Benefits Configuration Analyst

Peak Health
Morgantown, United States of America
3 days ago

Role details

Contract type
Permanent contract
Employment type
Full-time (> 32 hours)
Working hours
Regular working hours
Languages
English
Experience level
Junior

Job location

Morgantown, United States of America

Tech stack

Testing (Software)
Data analysis
Microsoft Office

Job description

Come join our Peak Health team at WVU Medicine as a Benefit Configuration Analyst contributing to the foundation for an innovative, new health plan. This position will report to the Benefits Configuration Leadership, playing a unique and important role in our mission to change healthcare for the better.

This role will review, implement and test new plan designs as well as update existing benefit plans via business requirements while working with IT for technical solutions. The Benefits Team will analyze and update CPT, HCPC and ICD-10 coding along with ensuring compliance with CMS and other insurance governance agencies using expert data analysis., 1. Test and maintain health insurance benefit plans in the company's systems, ensuring accuracy and compliance with regulatory requirements.

  1. Conduct regular audits and reviews of benefit configurations to identify discrepancies, inconsistencies, or errors.

  2. Resolve configuration errors in a timely manner and document changes.

  3. Work closely with IT teams to ensure seamless integration of benefit configurations into the company's technology platforms.

  4. Maintain comprehensive documentation for benefit configuration, ensuring that processes and procedures are well-documented.

  5. Evaluate and validate all medical billing codes, various coding services and align to accurate benefit coding.

  6. Perform audits on all clinical documents and prepare coding to provide support to all services.

  7. Perform research on various coding methods and facilitate all plans to resolve all discrepancies and coordinate with all clinical and non-clinical groups to manage documents according to required guidelines.

  8. Administer review of professional billing systems and perform research to resolve all coding errors and evaluate all claims work queues.

  9. Review procedure code master file and evaluate authenticity of all entries and evaluate all through efficient usage of codes.

  10. Analyze and maintain all code master files for all inappropriate codes and inform staff for same and collaborate with staff to resolve all coding issues and ensure accuracy of same.

  11. Perform testing of coding and policy changes via reports, claim adjudication and other testing software.

  12. Manage and resolve all discrepancies in entry of codes and maintain knowledge on all procedural codes and reimbursement plans and prepare reports for all coding guidelines.

  13. Maintain knowledge and compliance of CMS (Center for Medicare Services) guidelines and coding/billing processes. Ensure compliance with other insurance governance agencies.

  14. Participate in and support all training in regard to new benefit designs or benefit changes as the result of CMS or other insurance regulations.

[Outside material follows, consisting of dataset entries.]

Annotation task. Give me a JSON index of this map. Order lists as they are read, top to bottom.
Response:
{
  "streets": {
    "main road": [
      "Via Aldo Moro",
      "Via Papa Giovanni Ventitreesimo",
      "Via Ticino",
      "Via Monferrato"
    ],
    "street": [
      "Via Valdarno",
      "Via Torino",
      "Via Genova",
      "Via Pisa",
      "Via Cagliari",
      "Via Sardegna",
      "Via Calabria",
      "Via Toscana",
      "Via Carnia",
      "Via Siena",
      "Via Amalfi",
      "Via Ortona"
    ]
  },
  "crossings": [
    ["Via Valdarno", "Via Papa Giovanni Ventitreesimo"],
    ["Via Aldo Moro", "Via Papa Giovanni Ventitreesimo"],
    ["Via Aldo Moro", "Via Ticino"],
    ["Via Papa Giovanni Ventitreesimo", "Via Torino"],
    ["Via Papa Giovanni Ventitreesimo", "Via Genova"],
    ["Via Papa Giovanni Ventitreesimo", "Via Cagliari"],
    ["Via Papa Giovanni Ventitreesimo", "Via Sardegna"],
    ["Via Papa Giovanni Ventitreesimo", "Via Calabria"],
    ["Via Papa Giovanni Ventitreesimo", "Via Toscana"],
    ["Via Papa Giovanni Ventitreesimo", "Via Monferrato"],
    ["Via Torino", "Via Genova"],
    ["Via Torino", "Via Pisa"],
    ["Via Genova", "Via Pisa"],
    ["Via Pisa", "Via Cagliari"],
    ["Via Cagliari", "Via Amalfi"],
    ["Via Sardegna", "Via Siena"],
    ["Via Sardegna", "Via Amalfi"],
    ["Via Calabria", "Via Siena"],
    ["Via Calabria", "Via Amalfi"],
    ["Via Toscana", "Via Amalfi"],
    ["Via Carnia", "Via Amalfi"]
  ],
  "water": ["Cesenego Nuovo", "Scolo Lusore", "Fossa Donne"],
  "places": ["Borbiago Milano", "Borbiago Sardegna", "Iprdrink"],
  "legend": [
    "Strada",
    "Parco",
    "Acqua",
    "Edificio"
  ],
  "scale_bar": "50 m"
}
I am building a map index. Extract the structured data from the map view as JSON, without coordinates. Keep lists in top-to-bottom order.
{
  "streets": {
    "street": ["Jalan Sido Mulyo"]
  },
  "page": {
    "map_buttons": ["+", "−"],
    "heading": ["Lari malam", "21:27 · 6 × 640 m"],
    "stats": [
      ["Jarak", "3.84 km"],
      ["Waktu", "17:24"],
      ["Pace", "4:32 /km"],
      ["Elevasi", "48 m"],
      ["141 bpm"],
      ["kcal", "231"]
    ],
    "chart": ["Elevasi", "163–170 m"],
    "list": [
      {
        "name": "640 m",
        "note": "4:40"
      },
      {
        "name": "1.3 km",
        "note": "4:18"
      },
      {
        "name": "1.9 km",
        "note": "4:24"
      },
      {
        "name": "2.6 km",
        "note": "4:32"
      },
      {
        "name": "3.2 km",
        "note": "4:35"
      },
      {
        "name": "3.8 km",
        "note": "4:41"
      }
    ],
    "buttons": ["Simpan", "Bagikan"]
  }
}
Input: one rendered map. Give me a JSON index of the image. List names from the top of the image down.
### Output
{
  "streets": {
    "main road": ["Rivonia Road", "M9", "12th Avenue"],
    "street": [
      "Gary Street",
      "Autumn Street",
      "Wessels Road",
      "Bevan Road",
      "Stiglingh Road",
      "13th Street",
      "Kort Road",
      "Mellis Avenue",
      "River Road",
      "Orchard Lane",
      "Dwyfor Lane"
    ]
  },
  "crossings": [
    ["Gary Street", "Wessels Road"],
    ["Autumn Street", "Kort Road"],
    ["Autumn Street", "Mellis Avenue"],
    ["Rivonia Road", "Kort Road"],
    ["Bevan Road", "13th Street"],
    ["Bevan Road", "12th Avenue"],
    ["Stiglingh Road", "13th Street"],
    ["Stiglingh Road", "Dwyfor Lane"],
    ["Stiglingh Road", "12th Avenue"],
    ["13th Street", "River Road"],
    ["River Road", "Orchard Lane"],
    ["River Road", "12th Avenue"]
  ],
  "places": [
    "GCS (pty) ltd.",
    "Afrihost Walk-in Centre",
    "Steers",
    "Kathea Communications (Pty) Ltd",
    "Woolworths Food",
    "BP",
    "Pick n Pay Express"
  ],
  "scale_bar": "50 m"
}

PHYSICAL REQUIREMENTS: The physical demands described here are representative of those that must be met by an employee to successfully perform the essential functions of this job. Reasonable accommodations may be made to enable individuals with disabilities to perform the essential functions.

  1. Prolonged periods of sitting and standing.

  2. Visual strain may be encountered in viewing computer screens and written material.

WORKING ENVIRONMENT: The work environment characteristics described here are representative of those an employee encounters while performing the essential functions of this job. Reasonable accommodations may be made to enable individuals with disabilities to perform the essential functions.

  1. Standard office environment.

  2. Some travel may be required to offsite meetings.

Requirements

EDUCATION, CERTIFICATION, AND/OR LICENSURE:

  1. Associate degree in health information, healthcare, or related field AND One (1) year of experience in health insurance, medical coding, claims processing or related field.

OR

  1. High School Diploma or equivalent AND Three (3) years of experience in health insurance, medical coding, claims processing or related field.

PREFERRED QUALIFICATIONS:

EDUCATION, CERTIFICATION, AND/OR LICENSURE:

  1. Bachelor's degree in health information, healthcare, or related field.

EXPERIENCE:

  1. 6 years' experience in health insurance and benefit design., 1. Strategic and Independent thinking.

  2. Demonstrated knowledge of federal and state insurance guidelines with CMS and others.

  3. Excellent written and oral communication.

  4. Demonstrated ability to build and retain relationships.

  5. Proficiency with Microsoft Office.

  6. Attention to detail, the ability to be organized and to be able to perform multiple tasks simultaneously.